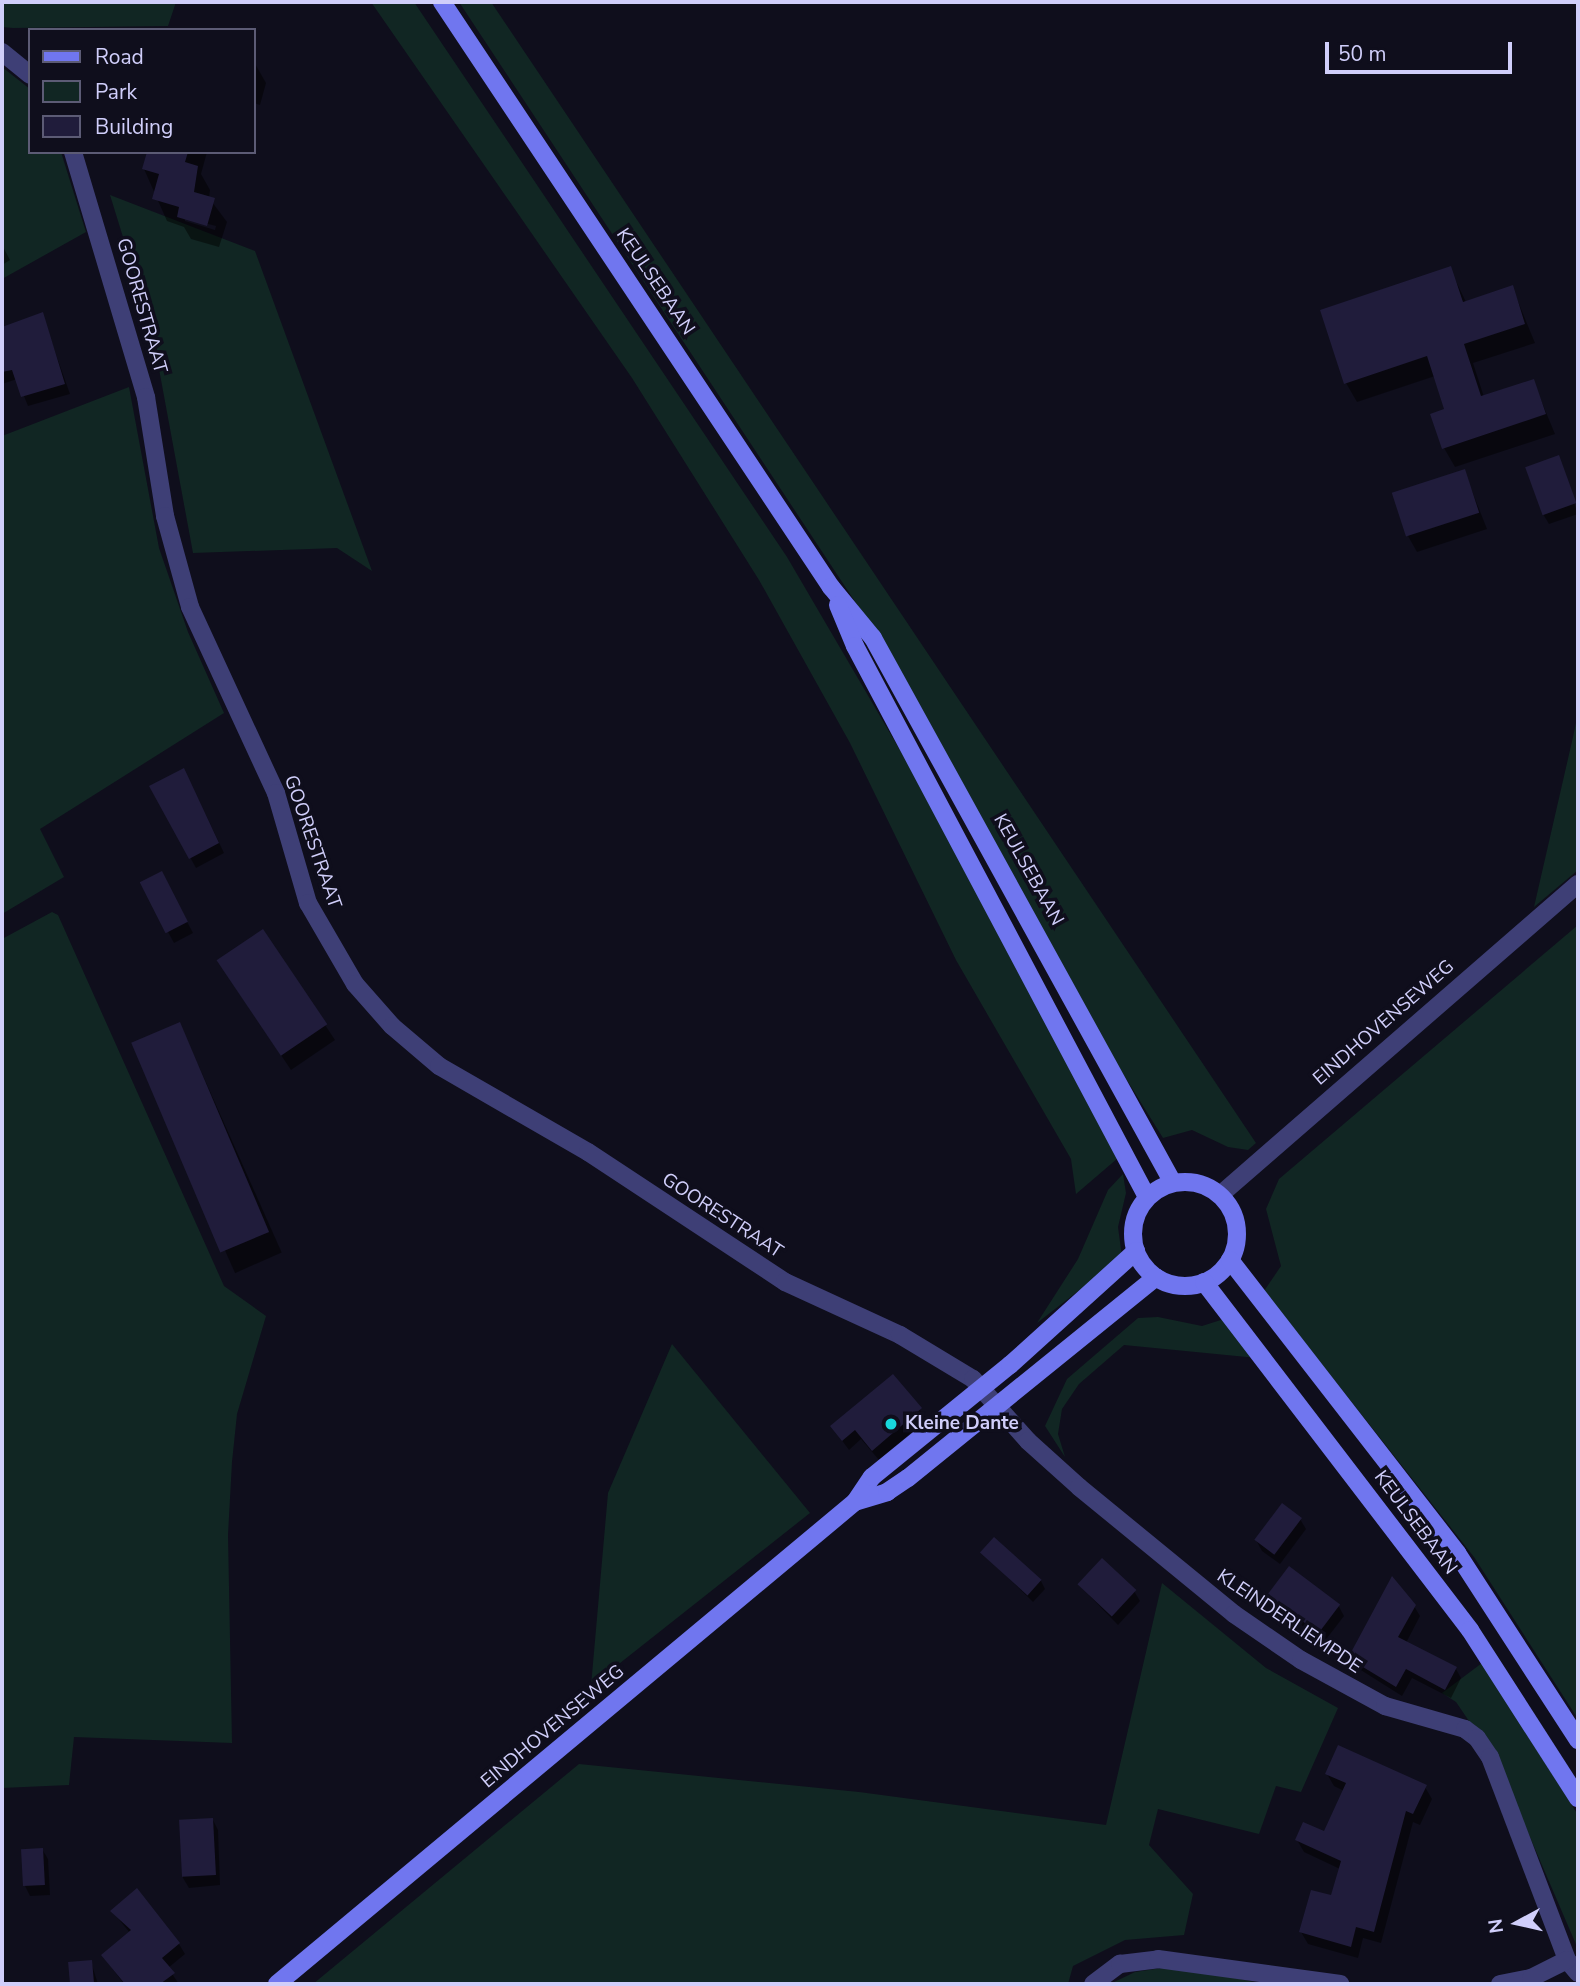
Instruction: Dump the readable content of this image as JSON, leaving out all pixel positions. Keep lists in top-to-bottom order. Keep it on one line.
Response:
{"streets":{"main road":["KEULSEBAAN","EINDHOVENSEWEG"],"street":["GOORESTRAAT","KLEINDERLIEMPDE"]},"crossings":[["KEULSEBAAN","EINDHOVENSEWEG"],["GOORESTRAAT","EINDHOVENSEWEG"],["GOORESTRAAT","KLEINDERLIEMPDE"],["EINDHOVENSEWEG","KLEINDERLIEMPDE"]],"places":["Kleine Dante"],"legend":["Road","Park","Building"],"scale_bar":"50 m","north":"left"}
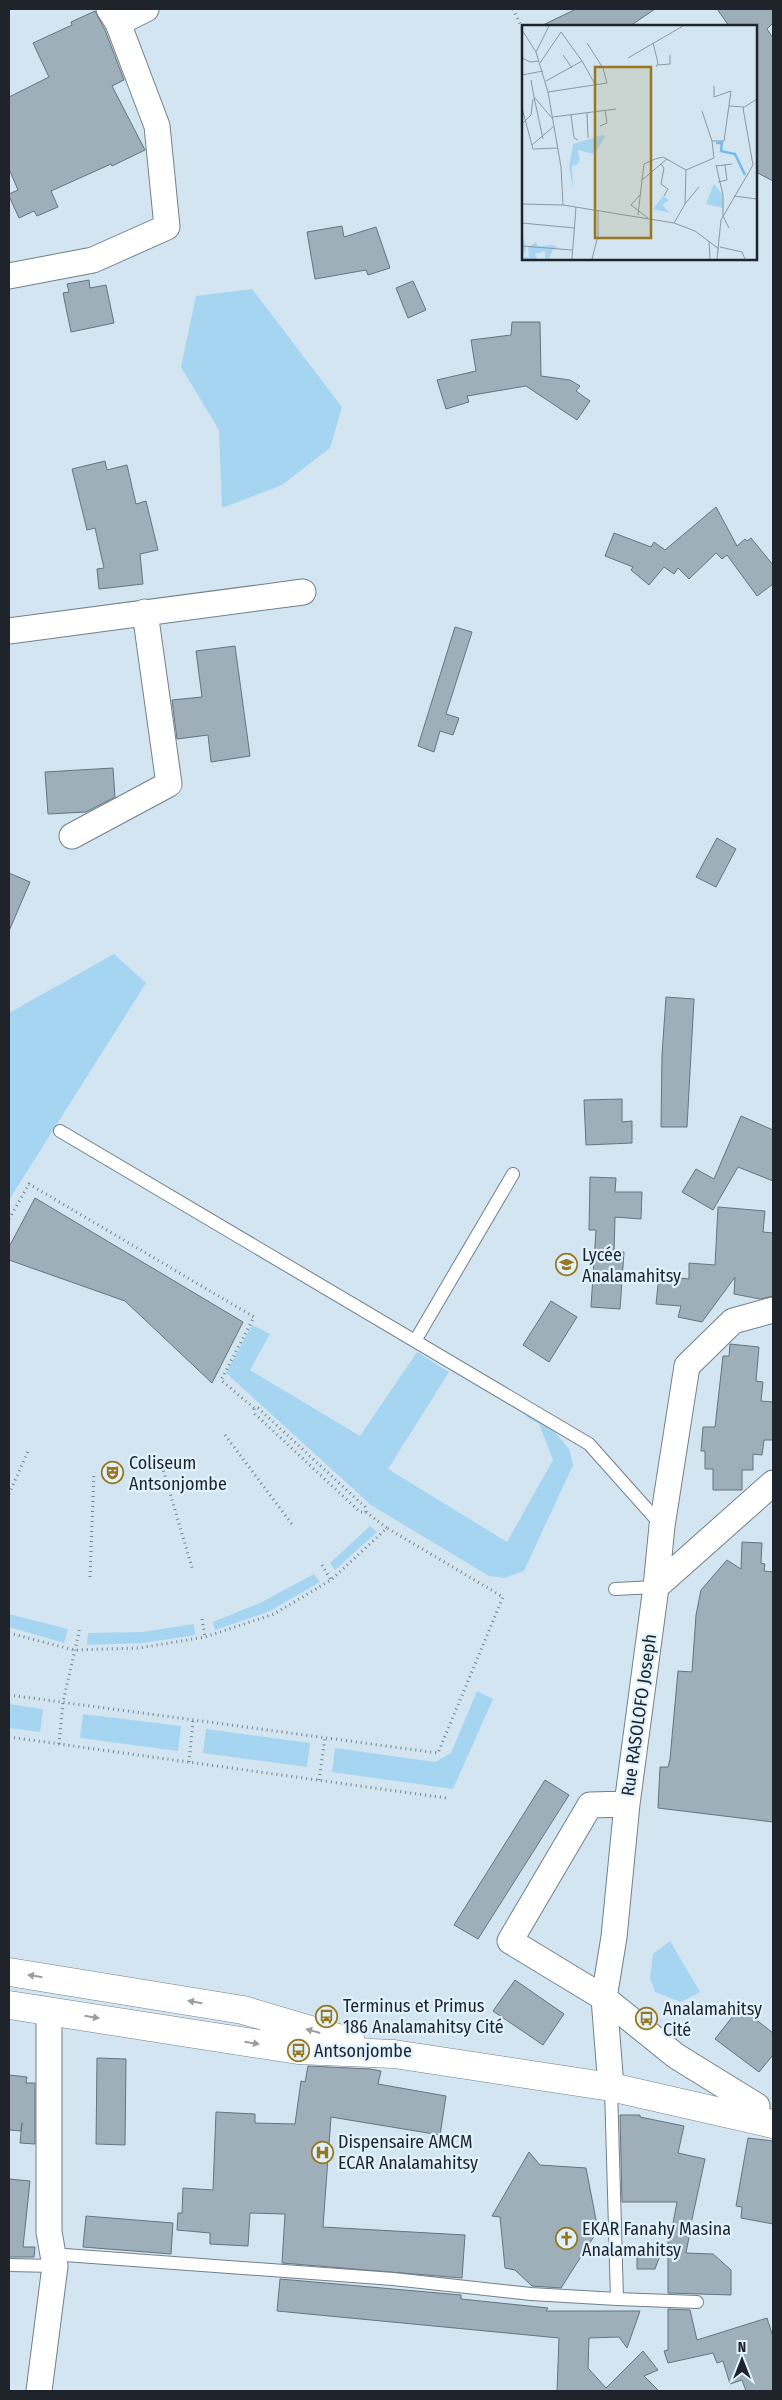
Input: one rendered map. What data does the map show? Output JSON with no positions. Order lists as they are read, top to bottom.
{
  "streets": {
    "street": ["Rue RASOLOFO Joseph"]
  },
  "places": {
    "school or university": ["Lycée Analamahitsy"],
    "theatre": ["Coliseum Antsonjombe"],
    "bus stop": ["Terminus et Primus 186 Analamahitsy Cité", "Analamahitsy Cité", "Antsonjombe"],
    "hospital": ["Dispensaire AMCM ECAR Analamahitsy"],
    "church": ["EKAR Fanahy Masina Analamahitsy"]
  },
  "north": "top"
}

## [AIM OF THE EXERCISE]
Without the pictures, write out all of the material exactly.

## [TASK SOLUTION]
Instruction: Dump the readable content of this image as JSON, leaving out all pixel positions. Keep lists in top-to-bottom order. Keep it on one line.
Response:
{"streets":{"main road":["KEULSEBAAN","EINDHOVENSEWEG"],"street":["GOORESTRAAT","KLEINDERLIEMPDE"]},"crossings":[["KEULSEBAAN","EINDHOVENSEWEG"],["GOORESTRAAT","EINDHOVENSEWEG"],["GOORESTRAAT","KLEINDERLIEMPDE"],["EINDHOVENSEWEG","KLEINDERLIEMPDE"]],"places":["Kleine Dante"],"legend":["Road","Park","Building"],"scale_bar":"50 m","north":"left"}
Input: one rendered map. What data does the map show? Output JSON with no positions. Order lists as they are read, top to bottom.
{
  "streets": {
    "street": ["Rue RASOLOFO Joseph"]
  },
  "places": {
    "school or university": ["Lycée Analamahitsy"],
    "theatre": ["Coliseum Antsonjombe"],
    "bus stop": ["Terminus et Primus 186 Analamahitsy Cité", "Analamahitsy Cité", "Antsonjombe"],
    "hospital": ["Dispensaire AMCM ECAR Analamahitsy"],
    "church": ["EKAR Fanahy Masina Analamahitsy"]
  },
  "north": "top"
}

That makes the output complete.